Jarrar has been forced to mourn alone at Damon Prison. I’m sure that Bar-Lev thinks it’s inhumane. I have no doubt that he also understands the magnitude of the absurdity that in two months she’ll be released anyway.
Prison regulations actually let the minister give prison furloughs, but the authority has been delegated to the prison commissioner. The terms were specially designed for apartheid: There is almost no way to grant a Palestinian prisoner a furlough.
But Dan Yakir, the legal adviser to the Association for Civil Rights in Israel, says that if asked, the local military commander could have commuted Jarrar’s sentence and had her immediately released. For that, Bar-Lev would have had to do more than lift a finger, he would have had to take the initiative, and apparently that’s too much for him.
If Bar-Lev has a viewpoint and values, he at least should have said something about the rules that don’t permit the release of a mother mourning her daughter. This would have indicated to the prison service that we now have a minister with a different outlook. But Bar-Lev lifted a finger and said nothing.

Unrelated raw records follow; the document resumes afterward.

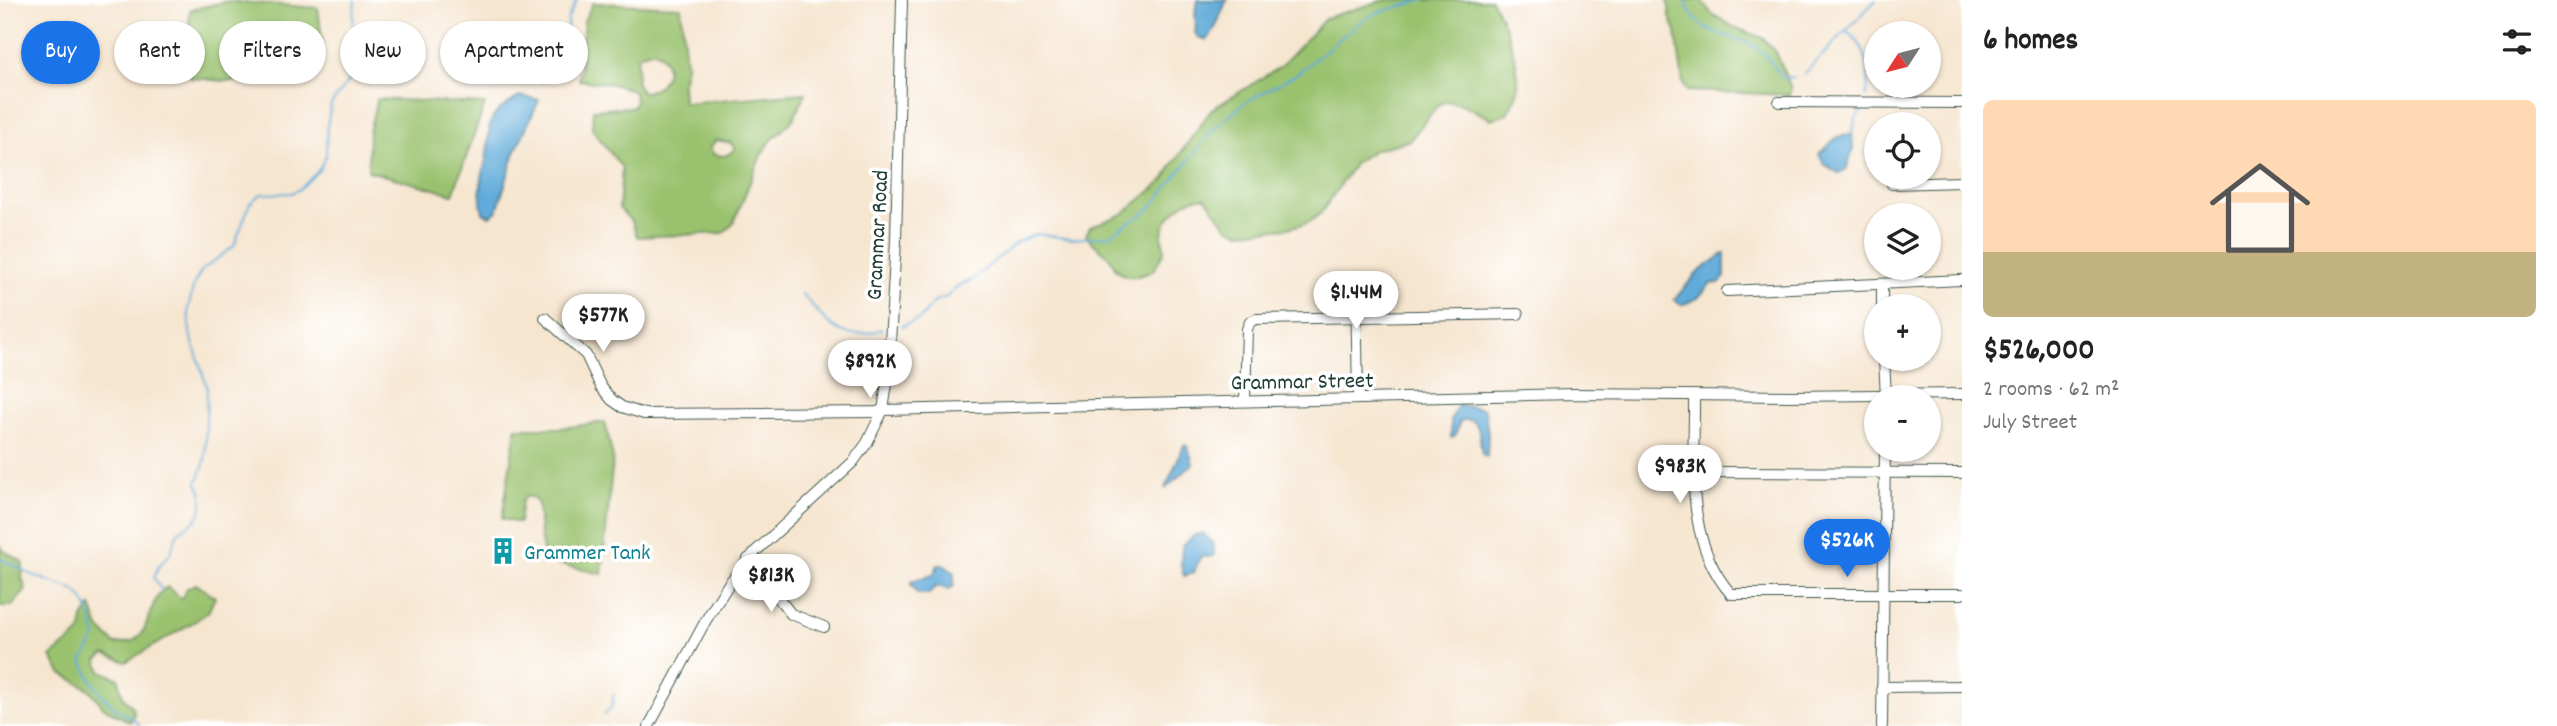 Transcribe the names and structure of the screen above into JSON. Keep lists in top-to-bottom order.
{
  "streets": {
    "street": ["Grammar Road", "Grammar Street"]
  },
  "crossings": [
    ["Grammar Road", "Grammar Street"]
  ],
  "places": {
    "building": ["Grammer Tank"]
  },
  "north": "bottom left",
  "page": {
    "heading": "6 homes",
    "map_buttons": ["+", "−"],
    "chip": [
      "Buy",
      "Rent",
      "Filters",
      "New",
      "Apartment"
    ],
    "list": [
      {
        "name": "$526,000",
        "note": "2 rooms · 62 m² · July Street"
      }
    ],
    "price": [
      "$1.44M",
      "$577K",
      "$892K",
      "$983K",
      "$526K",
      "$813K"
    ]
  }
}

When reading Bar-Lev’s op-ed in Hebrew, Haaretz reader Dr. Ilan Gal was reminded of Hanoch Levin’s children’s book “Uncle Max’s Journey.” Max looks for the people responsible for evil in the world and is sent from a bureaucrat to the emperor and from the emperor to a dragon – and each blames the other.
“All of us are performing at the circus this evening / The king is a clown, the moon is a flashlight / The crying isn’t crying, and the pain isn’t pain / So laugh out loud – and don’t take it to heart.”
But how can you not laugh or take it to heart?